_Prompt_: Collect all lines below with the string "WATERFORD".

_Extracted records_:
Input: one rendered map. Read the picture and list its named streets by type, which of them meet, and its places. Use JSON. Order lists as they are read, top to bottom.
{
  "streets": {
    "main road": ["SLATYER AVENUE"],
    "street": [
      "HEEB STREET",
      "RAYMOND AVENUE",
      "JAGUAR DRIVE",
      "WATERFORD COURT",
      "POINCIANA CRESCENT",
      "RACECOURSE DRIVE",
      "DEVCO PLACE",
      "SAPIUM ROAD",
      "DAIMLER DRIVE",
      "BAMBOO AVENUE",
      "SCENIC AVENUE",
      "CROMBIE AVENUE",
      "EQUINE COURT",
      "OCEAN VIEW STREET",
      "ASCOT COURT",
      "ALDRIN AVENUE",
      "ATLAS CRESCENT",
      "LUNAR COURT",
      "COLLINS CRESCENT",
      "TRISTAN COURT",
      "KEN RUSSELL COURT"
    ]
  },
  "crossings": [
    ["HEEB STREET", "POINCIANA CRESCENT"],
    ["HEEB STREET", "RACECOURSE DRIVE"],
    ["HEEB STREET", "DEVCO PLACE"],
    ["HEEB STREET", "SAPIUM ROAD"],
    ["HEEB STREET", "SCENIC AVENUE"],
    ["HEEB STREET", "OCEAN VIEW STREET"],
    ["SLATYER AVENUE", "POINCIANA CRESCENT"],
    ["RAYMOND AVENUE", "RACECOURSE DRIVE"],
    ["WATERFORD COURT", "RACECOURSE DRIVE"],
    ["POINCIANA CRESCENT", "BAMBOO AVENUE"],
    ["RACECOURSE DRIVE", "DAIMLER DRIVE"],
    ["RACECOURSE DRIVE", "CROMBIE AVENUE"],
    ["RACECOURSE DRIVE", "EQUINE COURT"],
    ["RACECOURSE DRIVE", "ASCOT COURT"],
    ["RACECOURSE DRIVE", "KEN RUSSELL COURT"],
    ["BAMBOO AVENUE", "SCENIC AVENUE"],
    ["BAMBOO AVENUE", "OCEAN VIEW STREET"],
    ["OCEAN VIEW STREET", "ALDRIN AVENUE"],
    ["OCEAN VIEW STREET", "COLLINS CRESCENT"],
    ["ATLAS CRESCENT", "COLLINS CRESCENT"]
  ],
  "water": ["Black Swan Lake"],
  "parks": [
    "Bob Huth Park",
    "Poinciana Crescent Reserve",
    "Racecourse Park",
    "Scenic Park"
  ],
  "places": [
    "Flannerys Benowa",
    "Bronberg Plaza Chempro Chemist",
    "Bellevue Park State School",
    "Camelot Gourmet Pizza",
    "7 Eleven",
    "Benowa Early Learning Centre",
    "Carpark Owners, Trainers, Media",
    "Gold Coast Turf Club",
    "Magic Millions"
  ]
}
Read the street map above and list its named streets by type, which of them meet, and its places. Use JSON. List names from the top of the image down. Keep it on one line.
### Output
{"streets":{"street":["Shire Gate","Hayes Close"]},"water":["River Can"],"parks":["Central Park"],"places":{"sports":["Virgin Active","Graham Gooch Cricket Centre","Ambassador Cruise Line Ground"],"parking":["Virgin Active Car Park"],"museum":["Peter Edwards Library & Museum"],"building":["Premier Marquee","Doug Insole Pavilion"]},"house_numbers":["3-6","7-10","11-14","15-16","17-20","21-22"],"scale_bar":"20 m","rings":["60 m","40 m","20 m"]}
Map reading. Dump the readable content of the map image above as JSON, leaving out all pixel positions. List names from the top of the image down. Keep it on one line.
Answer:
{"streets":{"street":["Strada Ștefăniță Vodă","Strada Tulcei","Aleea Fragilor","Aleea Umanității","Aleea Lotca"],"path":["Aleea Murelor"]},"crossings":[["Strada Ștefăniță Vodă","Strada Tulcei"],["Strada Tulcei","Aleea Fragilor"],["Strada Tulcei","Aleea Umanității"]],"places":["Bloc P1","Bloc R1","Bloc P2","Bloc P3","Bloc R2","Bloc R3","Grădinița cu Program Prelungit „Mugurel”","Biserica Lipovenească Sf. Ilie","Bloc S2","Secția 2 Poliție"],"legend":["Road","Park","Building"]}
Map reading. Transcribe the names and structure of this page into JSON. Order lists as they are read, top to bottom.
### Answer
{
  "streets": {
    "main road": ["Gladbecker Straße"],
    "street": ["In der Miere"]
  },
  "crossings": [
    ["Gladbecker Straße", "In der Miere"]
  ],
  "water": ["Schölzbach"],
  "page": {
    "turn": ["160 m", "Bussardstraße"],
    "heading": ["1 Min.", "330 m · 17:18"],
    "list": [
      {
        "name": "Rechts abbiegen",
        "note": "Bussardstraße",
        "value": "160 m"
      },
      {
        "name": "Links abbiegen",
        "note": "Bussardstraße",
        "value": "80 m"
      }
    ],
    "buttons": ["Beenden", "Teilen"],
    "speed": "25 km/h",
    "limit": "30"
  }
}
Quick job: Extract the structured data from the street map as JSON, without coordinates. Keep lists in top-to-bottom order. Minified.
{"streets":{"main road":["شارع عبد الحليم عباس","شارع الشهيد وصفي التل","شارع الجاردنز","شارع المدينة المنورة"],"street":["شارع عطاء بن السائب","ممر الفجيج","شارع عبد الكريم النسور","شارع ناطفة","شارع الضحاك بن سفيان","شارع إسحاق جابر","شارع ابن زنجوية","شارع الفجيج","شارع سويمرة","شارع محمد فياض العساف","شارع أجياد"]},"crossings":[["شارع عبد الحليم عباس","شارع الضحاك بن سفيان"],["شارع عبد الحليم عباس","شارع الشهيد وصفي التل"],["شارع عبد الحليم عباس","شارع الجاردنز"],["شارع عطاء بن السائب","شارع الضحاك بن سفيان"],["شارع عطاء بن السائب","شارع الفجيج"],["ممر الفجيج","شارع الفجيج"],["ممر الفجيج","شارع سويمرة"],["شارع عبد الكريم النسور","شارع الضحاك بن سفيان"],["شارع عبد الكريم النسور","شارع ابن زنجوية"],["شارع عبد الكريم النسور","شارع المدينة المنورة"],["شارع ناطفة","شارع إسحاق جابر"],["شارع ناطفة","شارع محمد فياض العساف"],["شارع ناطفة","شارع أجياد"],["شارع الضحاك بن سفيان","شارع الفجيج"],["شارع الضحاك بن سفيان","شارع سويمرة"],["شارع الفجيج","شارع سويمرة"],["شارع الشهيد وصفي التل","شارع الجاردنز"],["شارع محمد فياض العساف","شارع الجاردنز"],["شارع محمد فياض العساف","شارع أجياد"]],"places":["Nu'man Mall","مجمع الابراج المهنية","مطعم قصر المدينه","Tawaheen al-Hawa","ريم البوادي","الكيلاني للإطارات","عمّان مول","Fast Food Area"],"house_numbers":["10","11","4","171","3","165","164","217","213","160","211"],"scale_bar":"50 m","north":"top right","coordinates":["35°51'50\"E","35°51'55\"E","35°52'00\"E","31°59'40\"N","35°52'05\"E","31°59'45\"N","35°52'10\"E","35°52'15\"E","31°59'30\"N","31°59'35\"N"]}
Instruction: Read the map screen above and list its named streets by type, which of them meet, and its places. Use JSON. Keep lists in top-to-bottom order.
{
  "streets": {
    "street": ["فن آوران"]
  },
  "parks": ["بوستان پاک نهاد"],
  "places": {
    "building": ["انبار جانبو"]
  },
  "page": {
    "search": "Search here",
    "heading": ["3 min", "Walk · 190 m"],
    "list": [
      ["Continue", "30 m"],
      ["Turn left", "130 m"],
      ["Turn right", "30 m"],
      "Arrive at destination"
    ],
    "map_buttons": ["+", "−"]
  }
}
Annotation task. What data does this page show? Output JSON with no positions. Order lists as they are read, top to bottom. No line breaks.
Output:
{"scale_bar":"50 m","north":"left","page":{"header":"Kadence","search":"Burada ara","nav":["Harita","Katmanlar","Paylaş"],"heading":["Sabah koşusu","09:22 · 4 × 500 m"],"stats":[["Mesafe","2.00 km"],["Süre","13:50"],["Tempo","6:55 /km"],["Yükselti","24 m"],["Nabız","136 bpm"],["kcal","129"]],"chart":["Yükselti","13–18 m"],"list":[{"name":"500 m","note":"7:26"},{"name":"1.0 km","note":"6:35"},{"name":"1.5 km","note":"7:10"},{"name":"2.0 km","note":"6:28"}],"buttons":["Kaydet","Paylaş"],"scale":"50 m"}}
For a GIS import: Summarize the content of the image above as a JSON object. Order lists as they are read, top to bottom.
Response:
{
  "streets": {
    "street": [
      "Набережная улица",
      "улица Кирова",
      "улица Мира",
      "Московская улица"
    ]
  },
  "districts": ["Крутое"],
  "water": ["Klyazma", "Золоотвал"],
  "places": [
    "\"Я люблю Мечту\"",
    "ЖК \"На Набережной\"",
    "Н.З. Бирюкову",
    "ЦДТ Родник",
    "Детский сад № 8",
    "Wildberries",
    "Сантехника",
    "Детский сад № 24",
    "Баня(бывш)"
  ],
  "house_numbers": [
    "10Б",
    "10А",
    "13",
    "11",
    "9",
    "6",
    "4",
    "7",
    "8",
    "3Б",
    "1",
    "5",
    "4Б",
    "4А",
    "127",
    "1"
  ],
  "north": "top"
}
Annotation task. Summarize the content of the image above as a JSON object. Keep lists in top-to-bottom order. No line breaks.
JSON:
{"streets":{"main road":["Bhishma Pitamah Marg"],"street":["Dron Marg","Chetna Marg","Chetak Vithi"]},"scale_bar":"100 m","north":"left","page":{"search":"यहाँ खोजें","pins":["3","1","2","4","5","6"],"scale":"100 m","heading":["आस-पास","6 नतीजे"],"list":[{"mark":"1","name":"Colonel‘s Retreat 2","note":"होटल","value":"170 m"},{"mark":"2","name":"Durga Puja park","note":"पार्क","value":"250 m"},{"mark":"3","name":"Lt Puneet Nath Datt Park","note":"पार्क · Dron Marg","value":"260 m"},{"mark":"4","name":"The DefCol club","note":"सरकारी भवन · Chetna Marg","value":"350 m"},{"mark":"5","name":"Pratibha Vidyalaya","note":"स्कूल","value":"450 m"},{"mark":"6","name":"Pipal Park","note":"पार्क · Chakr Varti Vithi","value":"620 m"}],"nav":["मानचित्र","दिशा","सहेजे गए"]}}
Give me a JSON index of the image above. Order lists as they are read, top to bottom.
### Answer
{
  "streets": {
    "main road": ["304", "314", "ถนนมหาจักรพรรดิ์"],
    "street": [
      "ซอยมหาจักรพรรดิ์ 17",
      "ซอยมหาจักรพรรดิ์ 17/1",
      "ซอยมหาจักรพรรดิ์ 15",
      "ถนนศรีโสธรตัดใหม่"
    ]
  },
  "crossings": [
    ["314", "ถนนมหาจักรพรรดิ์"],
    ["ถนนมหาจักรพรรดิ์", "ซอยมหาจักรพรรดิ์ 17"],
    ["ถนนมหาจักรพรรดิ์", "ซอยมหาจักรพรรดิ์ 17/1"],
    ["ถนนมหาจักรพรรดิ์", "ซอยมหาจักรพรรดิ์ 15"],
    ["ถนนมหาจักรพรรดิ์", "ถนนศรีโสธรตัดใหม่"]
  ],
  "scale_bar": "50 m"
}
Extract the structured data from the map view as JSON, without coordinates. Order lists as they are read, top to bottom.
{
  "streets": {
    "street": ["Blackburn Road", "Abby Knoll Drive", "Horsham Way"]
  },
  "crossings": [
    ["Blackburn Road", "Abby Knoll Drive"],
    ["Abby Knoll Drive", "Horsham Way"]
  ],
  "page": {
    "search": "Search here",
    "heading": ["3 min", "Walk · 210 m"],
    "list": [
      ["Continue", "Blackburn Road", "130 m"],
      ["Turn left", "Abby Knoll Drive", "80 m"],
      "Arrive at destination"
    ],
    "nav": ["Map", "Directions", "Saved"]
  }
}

_Answer to this exercise_:
      "WATERFORD COURT",
    ["WATERFORD COURT", "RACECOURSE DRIVE"],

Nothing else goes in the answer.